CodePudding user response:
Normally you would go via dfm
and convert
to get where you are.
Since you didn't give an example, I will use a part of the data_corpus_inaugural
corpus from quanteda.
library(quanteda)
library(tidyr)
library(dplyr)
# create tokens
toks <- data_corpus_inaugural %>%
corpus_subset(Year > 1990) %>%
tokens(remove_punct = TRUE, remove_numbers = TRUE)
# convert to data.frame via dfm
out <- convert(dfm(toks), to = "data.frame")

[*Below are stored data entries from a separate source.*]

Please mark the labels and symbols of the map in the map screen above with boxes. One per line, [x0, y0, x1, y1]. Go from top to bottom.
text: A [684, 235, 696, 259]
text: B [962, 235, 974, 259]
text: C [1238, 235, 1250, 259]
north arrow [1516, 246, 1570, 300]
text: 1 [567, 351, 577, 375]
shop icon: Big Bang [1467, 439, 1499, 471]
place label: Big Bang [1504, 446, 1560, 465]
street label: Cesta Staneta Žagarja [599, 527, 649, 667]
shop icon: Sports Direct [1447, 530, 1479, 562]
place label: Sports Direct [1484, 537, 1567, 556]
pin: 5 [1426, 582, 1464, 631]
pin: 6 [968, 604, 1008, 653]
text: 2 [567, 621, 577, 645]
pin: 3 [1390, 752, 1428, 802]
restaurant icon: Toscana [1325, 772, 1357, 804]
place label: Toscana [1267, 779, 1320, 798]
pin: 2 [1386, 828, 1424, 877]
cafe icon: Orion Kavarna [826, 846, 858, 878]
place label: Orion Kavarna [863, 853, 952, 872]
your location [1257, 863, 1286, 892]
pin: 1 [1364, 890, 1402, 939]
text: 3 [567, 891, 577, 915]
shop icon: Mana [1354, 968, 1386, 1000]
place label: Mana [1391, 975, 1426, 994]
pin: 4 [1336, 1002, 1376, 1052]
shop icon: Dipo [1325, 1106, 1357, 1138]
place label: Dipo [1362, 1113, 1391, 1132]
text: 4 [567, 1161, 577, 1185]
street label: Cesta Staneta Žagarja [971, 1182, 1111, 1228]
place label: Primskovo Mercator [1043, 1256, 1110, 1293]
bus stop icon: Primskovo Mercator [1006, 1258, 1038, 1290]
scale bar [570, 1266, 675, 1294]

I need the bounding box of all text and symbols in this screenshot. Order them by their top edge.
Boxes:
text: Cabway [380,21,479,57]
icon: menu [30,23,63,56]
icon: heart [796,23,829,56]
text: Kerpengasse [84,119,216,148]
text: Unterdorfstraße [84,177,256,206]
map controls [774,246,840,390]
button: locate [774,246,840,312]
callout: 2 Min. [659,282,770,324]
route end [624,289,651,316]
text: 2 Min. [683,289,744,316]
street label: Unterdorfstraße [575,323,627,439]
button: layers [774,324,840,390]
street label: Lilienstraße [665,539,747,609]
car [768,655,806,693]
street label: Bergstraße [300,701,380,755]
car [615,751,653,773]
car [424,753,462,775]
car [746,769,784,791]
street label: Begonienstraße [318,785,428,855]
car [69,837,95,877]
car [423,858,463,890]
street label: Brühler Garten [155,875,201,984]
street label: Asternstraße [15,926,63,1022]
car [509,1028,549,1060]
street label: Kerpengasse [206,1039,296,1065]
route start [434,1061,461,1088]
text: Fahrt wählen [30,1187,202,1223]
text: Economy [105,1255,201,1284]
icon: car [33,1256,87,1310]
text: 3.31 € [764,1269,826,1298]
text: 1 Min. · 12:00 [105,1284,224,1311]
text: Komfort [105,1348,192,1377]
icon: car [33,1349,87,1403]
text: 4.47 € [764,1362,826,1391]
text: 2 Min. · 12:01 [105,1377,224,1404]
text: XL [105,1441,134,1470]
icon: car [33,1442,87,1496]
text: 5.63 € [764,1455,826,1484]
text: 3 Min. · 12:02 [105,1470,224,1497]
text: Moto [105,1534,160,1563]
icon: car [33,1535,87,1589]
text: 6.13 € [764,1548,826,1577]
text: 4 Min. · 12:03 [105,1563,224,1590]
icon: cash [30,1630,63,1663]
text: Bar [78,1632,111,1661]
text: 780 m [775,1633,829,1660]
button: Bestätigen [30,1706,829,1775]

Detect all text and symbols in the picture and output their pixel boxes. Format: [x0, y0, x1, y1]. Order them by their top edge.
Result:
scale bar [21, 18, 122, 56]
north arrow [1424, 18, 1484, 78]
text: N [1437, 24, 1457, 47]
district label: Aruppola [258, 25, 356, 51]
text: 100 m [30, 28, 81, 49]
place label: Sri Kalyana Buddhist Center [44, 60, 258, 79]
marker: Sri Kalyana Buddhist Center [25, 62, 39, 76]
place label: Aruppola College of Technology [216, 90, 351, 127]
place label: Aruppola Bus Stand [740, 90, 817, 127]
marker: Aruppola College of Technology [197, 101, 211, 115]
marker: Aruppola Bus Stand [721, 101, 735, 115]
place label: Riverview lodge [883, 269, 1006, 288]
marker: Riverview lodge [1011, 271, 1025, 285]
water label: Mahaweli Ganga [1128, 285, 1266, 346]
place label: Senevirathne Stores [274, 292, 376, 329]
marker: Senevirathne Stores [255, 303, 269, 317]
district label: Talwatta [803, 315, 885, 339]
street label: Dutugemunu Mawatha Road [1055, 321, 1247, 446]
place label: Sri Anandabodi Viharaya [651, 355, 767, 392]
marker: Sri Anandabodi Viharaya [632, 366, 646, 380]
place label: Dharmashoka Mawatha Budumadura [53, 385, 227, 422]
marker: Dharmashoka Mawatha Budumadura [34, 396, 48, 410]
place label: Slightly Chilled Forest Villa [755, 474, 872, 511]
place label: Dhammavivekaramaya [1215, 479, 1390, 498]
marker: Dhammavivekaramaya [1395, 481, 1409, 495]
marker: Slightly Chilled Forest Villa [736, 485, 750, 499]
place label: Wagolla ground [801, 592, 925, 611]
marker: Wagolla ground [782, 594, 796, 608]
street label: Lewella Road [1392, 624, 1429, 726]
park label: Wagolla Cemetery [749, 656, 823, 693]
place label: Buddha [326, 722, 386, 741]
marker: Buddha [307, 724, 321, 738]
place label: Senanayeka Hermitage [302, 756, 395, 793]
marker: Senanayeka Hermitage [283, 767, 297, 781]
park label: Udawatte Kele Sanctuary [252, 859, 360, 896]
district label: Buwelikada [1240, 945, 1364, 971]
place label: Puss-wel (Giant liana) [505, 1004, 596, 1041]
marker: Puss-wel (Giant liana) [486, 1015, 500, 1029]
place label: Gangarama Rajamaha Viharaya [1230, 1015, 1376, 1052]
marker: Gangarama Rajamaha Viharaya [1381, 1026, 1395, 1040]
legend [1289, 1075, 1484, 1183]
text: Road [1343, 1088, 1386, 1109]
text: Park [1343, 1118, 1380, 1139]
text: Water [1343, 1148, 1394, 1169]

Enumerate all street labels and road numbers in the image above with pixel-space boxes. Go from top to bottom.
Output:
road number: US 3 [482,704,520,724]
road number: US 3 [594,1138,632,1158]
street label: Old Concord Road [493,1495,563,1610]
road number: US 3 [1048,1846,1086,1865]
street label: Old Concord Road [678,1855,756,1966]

# pivot to get desired outcome
my_df <- out %>%
pivot_longer(cols = c(!doc_id), names_to = "tokens", values_to = "freq")
my_df
# A tibble: 21,312 × 3
doc_id tokens freq
<chr> <chr> <dbl>
1 1993-Clinton my 7
2 1993-Clinton fellow 5
3 1993-Clinton citizens 2
4 1993-Clinton today 10
5 1993-Clinton we 52
6 1993-Clinton celebrate 3
7 1993-Clinton the 89
8 1993-Clinton mystery 1
9 1993-Clinton of 46
10 1993-Clinton american 4
# … with 21,302 more rows
After this, you can drop the column freq as this contains the frequencies of the words, but you also need to filter out the words that have a frequency of 0 as these are the words in other texts that do not appear in this text.
my_df %>%
filter(freq != 0)
Now if you want to get the sentences you tokenized in the exact order back, you need to do things a bit differently. dfm
rolls all the same words into one. This means all the "the"'s in the first text will appear as one item with a frequency count.
So to get the tokens in order form the tokens object you need to do something else. I will take the same tokens object as before, toks
, then use as.list
to get in into a named list, and from there via sapply
into a named array with equal lengths so we can use as_tibble
to create a data.frame and avoid the error you got about different row lengths. Later on I remove all the tokens that have an NA value as these are the additions to each text to make sure everything is of the same length.
tok_out <- as.list(toks)
# create named array of equal lengths
x <- sapply(tok_out, '[', seq(max(lengths(tok_out))))
my_df_via_toks <- x %>%
as_tibble() %>%
pivot_longer(cols = everything(), names_to = "text", values_to = "tokens") %>%
filter(!is.na(tokens)) %>% # remove NA values of each text
arrange(text)
# A tibble: 15,700 × 2
text tokens
<chr> <chr>
1 1993-Clinton My
2 1993-Clinton fellow
3 1993-Clinton citizens
4 1993-Clinton today
5 1993-Clinton we
6 1993-Clinton celebrate
7 1993-Clinton the
8 1993-Clinton mystery
9 1993-Clinton of
10 1993-Clinton American
# … with 15,690 more rows